Saved entries:
Content starts

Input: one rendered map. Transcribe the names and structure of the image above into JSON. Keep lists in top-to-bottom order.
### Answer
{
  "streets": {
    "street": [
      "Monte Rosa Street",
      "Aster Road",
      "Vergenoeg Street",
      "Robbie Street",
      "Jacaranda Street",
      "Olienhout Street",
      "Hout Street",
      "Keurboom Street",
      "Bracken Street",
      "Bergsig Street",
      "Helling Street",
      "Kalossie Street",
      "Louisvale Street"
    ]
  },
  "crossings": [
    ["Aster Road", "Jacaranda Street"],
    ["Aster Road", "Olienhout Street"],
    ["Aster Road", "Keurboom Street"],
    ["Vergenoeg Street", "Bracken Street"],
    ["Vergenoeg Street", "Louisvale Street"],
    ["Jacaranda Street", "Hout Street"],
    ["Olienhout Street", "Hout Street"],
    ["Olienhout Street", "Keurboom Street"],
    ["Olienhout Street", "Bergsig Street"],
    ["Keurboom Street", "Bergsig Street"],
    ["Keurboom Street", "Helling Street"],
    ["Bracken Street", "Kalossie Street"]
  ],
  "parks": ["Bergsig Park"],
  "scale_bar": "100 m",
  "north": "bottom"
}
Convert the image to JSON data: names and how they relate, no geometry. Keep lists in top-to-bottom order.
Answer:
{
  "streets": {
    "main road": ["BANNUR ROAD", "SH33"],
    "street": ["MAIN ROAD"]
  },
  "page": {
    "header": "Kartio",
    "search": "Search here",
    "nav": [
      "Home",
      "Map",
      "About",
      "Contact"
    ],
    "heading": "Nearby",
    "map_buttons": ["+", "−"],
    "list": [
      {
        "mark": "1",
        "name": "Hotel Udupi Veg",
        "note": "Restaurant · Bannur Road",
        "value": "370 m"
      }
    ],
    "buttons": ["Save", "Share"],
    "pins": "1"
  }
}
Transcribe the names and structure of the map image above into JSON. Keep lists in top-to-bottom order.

Content ends

→ **YOUR INSTRUCTIONS**
Wherever "image" occurs in the records above, copy the line it sits in.

→ **YOUR SOLUTION**
Input: one rendered map. Transcribe the names and structure of the image above into JSON. Keep lists in top-to-bottom order.
Convert the image to JSON data: names and how they relate, no geometry. Keep lists in top-to-bottom order.
Transcribe the names and structure of the map image above into JSON. Keep lists in top-to-bottom order.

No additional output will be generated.